縹渺

川谷パルテノン

忘れ物

"自分で、いつも自分の眼鏡が厭だと思っているゆえか、目の美しいことが、一ばんいいと思われる。鼻が無くても、口が隠されていても、目が、その目を見ていると、もっと自分が美しく生きなければと思わせるような目であれば、いいと思っている。" -太宰治「女生徒」-



 目を窄めて遠くを見つめる。どうにも老眼が進んで、ましてや眼鏡を忘れたまま出かけるとは耄碌も。長年勤めてきた職場を退職する頃、妻は先立ち子は自立して、随分と広い部屋に私を窘める人はいない。唯一、それは言葉を持たないが私と同じように老いた犬だけはそばで見張ってくれていた。かしこい犬で、なればこそこうしてひとり街に出たりもできるのだけれど当の飼い主がこの始末では呆れて吠えてもくれまい。私はなんだか疲れてしまって近くの公園で長椅子を見つけて腰掛けた。若い頃からずっとここにあった公園。目的地ではなかったし、こんなところまでしか歩けないのなら犬も連れてこればよかったとため息をついた。

「おじいさん?」

 俯いた私が突然の声かけに見上げてみると学生服の女の子。平日の午前。こんなところで何をしているのか。

「顔色悪いよ。大丈夫?」

「ああ、気にせんでください。
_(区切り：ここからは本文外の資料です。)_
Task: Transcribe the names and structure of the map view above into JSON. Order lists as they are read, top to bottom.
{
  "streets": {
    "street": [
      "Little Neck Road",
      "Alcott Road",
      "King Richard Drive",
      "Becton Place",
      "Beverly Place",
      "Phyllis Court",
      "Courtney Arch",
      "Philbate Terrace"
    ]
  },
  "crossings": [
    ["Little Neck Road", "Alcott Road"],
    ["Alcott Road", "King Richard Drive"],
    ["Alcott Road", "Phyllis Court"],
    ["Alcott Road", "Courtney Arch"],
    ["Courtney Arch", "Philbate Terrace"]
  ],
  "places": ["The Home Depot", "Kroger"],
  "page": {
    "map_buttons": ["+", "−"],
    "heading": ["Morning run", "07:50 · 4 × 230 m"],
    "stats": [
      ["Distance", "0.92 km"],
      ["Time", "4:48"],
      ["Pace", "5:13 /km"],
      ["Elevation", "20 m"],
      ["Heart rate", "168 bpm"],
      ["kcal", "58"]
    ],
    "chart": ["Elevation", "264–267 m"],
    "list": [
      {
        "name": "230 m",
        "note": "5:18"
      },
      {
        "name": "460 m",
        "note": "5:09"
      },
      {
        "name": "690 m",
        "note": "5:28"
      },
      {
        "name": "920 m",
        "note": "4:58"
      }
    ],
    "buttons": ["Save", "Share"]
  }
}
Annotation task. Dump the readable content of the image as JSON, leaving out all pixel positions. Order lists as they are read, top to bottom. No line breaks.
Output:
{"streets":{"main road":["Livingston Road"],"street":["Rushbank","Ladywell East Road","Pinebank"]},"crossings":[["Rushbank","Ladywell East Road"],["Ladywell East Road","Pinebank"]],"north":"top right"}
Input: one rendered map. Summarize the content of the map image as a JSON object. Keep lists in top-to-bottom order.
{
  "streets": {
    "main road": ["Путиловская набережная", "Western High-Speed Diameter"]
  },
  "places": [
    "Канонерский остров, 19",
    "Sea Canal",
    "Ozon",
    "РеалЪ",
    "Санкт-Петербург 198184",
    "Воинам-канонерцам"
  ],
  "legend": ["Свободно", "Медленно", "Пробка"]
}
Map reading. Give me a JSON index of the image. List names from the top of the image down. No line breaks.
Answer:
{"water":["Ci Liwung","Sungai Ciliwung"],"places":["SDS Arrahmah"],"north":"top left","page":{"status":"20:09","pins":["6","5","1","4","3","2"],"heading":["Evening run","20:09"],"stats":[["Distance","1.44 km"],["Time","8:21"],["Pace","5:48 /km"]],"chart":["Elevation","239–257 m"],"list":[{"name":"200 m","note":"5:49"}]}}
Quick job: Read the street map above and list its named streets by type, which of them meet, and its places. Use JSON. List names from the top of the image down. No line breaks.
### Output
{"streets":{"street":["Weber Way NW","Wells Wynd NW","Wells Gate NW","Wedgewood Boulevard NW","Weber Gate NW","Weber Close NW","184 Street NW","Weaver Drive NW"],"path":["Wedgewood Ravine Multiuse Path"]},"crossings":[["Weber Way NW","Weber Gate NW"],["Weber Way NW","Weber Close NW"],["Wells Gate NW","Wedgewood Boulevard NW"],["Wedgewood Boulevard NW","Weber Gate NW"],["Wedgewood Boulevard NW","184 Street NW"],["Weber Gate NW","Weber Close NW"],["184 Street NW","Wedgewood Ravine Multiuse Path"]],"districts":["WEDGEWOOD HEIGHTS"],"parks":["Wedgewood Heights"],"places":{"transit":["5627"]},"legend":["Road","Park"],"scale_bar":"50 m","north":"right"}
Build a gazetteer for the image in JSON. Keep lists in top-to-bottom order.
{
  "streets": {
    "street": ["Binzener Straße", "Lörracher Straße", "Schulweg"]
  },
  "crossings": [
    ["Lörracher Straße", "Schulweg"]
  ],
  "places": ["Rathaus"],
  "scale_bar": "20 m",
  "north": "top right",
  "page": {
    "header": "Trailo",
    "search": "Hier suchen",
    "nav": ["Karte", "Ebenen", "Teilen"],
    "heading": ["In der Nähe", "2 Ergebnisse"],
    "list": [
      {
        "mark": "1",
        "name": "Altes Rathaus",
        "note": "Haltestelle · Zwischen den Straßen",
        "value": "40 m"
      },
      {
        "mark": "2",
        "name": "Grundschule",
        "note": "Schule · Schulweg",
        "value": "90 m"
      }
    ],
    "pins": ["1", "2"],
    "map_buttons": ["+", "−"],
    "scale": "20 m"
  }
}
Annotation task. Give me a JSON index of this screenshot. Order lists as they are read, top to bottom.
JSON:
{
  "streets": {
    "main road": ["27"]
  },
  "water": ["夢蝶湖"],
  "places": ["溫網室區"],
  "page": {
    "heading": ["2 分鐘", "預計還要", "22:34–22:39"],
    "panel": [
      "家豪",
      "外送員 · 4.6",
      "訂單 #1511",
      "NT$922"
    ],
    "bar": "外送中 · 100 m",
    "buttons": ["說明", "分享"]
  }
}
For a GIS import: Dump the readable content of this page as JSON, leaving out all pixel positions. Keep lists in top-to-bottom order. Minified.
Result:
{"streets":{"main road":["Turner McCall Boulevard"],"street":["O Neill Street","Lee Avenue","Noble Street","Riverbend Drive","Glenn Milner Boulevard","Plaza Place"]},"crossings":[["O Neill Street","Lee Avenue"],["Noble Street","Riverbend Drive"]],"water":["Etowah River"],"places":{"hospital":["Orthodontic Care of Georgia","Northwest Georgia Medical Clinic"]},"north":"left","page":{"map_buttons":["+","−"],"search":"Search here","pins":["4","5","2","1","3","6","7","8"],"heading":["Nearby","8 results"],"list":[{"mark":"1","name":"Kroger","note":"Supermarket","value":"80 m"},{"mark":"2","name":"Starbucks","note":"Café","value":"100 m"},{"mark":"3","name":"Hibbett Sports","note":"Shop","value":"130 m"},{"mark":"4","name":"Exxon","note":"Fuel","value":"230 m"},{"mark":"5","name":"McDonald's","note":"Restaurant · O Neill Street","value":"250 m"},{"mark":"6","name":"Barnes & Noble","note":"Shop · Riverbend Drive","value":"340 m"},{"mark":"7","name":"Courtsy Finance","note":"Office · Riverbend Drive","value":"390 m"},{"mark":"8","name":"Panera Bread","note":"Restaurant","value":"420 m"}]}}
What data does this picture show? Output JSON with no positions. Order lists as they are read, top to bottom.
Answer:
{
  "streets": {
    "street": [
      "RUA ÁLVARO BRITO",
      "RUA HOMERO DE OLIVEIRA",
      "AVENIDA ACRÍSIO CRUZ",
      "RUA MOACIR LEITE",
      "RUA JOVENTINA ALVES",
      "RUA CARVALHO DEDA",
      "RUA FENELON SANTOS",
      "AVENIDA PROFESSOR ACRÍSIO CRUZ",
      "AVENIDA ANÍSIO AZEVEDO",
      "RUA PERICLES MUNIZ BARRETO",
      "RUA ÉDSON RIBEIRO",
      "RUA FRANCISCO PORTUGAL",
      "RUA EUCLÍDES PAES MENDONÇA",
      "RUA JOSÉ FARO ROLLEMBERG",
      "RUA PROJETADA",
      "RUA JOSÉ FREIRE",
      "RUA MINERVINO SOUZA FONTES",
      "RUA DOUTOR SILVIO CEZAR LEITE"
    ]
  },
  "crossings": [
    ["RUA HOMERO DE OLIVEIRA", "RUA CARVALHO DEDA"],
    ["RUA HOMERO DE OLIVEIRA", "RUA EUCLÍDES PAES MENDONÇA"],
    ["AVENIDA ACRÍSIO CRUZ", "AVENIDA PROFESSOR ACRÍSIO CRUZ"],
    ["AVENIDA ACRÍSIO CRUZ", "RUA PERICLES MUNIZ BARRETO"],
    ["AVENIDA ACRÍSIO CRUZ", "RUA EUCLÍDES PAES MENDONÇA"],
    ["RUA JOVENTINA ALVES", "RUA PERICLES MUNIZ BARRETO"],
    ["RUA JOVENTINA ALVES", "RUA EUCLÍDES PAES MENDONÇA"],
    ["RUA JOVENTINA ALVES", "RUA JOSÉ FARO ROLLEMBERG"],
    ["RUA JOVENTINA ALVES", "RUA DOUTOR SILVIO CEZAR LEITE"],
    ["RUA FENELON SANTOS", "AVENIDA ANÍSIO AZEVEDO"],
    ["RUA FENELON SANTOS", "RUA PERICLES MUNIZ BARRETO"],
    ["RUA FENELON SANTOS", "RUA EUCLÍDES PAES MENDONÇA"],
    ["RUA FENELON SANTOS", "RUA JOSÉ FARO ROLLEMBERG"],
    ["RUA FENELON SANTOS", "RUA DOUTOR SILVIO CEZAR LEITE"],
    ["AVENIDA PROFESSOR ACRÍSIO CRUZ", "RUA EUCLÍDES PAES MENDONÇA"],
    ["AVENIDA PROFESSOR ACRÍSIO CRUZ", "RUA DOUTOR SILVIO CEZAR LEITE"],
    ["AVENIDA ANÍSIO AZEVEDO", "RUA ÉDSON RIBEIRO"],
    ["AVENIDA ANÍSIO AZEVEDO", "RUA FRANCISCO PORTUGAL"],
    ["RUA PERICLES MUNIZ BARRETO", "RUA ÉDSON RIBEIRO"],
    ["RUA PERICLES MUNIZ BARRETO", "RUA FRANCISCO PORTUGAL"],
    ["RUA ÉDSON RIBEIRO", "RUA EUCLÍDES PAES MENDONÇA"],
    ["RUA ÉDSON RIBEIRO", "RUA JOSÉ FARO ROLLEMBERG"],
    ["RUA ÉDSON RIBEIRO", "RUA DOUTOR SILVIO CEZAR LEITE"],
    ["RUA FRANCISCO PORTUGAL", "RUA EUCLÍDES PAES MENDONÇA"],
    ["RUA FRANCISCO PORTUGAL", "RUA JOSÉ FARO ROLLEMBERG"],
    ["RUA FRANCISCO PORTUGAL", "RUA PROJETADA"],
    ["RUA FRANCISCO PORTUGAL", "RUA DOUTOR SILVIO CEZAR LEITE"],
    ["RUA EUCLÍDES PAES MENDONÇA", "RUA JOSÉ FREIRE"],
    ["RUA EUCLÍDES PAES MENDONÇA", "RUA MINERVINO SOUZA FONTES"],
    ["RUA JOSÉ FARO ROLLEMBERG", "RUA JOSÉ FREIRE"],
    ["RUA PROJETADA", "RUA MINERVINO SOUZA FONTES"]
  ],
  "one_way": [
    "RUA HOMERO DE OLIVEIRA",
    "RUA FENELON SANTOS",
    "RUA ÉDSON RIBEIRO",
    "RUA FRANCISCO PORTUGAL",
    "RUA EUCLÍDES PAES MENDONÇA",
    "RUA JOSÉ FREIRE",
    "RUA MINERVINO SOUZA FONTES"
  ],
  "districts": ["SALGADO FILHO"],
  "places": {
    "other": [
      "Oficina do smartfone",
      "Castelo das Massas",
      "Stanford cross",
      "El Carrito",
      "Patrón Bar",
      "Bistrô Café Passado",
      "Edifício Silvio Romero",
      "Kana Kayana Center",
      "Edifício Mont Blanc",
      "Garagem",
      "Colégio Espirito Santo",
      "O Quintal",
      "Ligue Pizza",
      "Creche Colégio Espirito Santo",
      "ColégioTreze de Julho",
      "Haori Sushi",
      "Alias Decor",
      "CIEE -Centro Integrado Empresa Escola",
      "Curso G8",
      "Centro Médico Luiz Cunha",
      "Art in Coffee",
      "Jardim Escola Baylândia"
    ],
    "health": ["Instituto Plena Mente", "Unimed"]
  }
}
それよりキミ、学校は?」

「えー、説教? せっかく心配してあげたのに最初にそれ?」

「いや、それはありがとうですけれど。申し訳ないね。歳をとるとどうにもカタブツで」

「歳の所為? まあいいや。おじいさんこそ散歩?」

「いや、駅まで行こうと。でも疲れちゃってね」

「それは歳の所為だね。一緒に行こっか?」

「ありがとうね。でもここでいいかなと思ってます」

「用事があったんじゃないの?」

「まあそうなんだけどね。こうして公園にいるといろいろ思い出しちゃって。なんだか満足してしまった」

「いろいろって?」

「いろいろはいろいろだよ」

「ふーん。おじいさんさお金持ってる?」

「え、キミそういう」

「違うよ。あそこでねホラ。飲み物買ってきたげようかなって。あたし今サイフ持ってなくて」

「ああ、ごめんね。じゃあ頼もうかな。キミも何か好きなのがあれば」


 私はお茶を、彼女はリンゴジュースを飲みながら、特に会話もなく平日の静かな公園を過ごした。若い頃、妻とこの公園に来た。お互い家は遠かったけれど、わざわざ電車を乗り継いで降りた駅前から何故か目についたここで今みたいに座って過ごしていた。出会ったばかりの私たちはまだ結婚がどうとか切り出さないでいたけれど、気まずい沈黙をどうにかしようと私がついつい言葉にしたのが「この近くで二人で暮らしませんか?」だった。一年待って私たちは今の家を建てた。


「ごちそうさまでした」

「いやいや、こちらこそ付き合ってもらって悪かったね。そろそろ帰るとするよ」

「えー、そうなの? 近くまで送るよ」

「結構結構。少し元気になったから。それより学校に戻りなさい」

「また説教?」

「私も昔そこに通ってたんだ」

「え、そうなの。大先輩じゃん」

「教師としてね」

「先生だったんだ」

「これでも厳しかったんだ。まあ今はもうそういうのも疲れちゃったけどね」

「そっか。これも何かの縁ってことで先生の言うこと聞いたげる」

「もう先生じゃないよ。だけどそうしてくれるなら私も嬉しい」

「ねえ先生。最後にいっこだけ」

「なんだい?」

「次は眼鏡忘れちゃダメだよ」

 ふっと目の前が鮮明になった。彼女の顔がはっきりと見える。誰かに似ていた。私は立ち止まって、次に気づいてみるともう彼女はいなかった。視界はまたぼやけていて、なんだか狐につままれたような不思議な気分になる。家に戻ると犬がゆっくり近づいてきてワンと一回吠えた。机の上には老眼鏡。こんなところに置いたかなと首を傾げる。私は眼鏡をかけて犬の背中を撫でてみた。

「なんだか元気なんだ。散歩でもいくか」

 犬は私の言葉がわかるのかもう一度吠えて返事をする。